My question is, will this diode section damage DCC decoders or the motors they are controlling if I run an engine into the dioded section of track? I know DCC puts an alternating current to the track and I don't expect the diodes to have the same effect on a DCC loco as a DC loco, but I wonder what effect they do have.
I'm sure I will accidently run a DCC engine into one of these diode sections one day and was thinking I should short out the diodes, but I ocassionally revert to running the whole layout on just DC and the diode sections work very well then.
TIA
Alan
Alan Jones in Sunny Queensland (Oz)
A single diode will lop off half of the DCC waveform - the track beyond the diode will only see the upper half or the lower half, depending on the orientation of the diode. If things run, thay will be at half speed. Some more advanced decoders can be programmed to perform various actions when they see this half waveform, like automatically come to a stop (following the momentum setting, not just instantly halting). This is Asymmetrical DCC.
--Randy
Modeling the Reading Railroad in the 1950's
Visit my web site at www.readingeastpenn.com for construction updates, DCC Info, and more.
I would think that when a locos wheel bridges the Diode gap the Loco(s) will go, all the way in until the last wheel passes the gap and then not stop. Since Diodes don't block AC, wouldn't the loco move out when the locos direction is reversed? Leds light no matter how they are connected to DCC.
rrinkerThis is Asymmetrical DCC.
Nah, this is Half DCC.
In asymmetrical DCC, there are still positive and negative sides of the waveform, they are just not equal in amplitude.
AlantrainsMy question is, will this diode section damage DCC decoders or the motors they are controlling if I run an engine into the dioded section of track?
I wouldn't try it with my decoders. I don't think they would work anyway. Follow your first instinct and short them out. Get some jumpers with alligator clips so you can take them off when you're in a DC mood.
I have the right to remain silent. By posting here I have given up that right and accept that anything I say can and will be used as evidence to critique me.
the dcc waveform provides two things: power and communication.

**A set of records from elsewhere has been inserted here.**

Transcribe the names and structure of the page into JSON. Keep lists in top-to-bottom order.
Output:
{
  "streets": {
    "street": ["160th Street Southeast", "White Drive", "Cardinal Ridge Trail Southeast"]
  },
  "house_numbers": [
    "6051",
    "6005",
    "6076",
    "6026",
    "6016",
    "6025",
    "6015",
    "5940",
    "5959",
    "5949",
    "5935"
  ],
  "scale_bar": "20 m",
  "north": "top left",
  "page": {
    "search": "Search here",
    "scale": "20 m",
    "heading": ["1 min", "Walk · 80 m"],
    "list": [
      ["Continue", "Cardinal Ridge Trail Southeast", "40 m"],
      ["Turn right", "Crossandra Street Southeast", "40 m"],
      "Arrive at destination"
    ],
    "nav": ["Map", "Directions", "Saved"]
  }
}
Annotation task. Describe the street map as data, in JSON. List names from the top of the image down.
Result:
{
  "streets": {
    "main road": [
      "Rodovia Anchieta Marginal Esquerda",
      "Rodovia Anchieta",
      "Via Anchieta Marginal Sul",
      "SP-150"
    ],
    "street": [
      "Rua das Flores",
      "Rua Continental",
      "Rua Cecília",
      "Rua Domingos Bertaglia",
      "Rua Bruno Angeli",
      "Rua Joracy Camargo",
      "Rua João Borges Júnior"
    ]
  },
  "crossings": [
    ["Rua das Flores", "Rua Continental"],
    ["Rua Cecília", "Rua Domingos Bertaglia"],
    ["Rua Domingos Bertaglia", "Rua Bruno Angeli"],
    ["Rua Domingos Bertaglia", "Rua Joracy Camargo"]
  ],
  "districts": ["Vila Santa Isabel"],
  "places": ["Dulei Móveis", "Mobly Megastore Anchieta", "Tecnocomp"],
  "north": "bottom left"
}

while the diodes are more likely to disrupt communication, isn't it possible that half the waveform is sufficient to provide enough power for the locomotive to continue at the last speed it was commanded.
greg - Philadelphia & Reading / Reading
Thanks everyone,
I think I'll take Carl's advice and short out the diodes.
gregcisn't it possible that half the waveform is sufficient to provide enough power for the locomotive to continue at the last speed it was commanded.
I guess it would be possible. What scares me though is that the decoder would see something like old school pulse-power. Who knows what that will do? Decoders are too expensive and too annoying to replace to risk killing one.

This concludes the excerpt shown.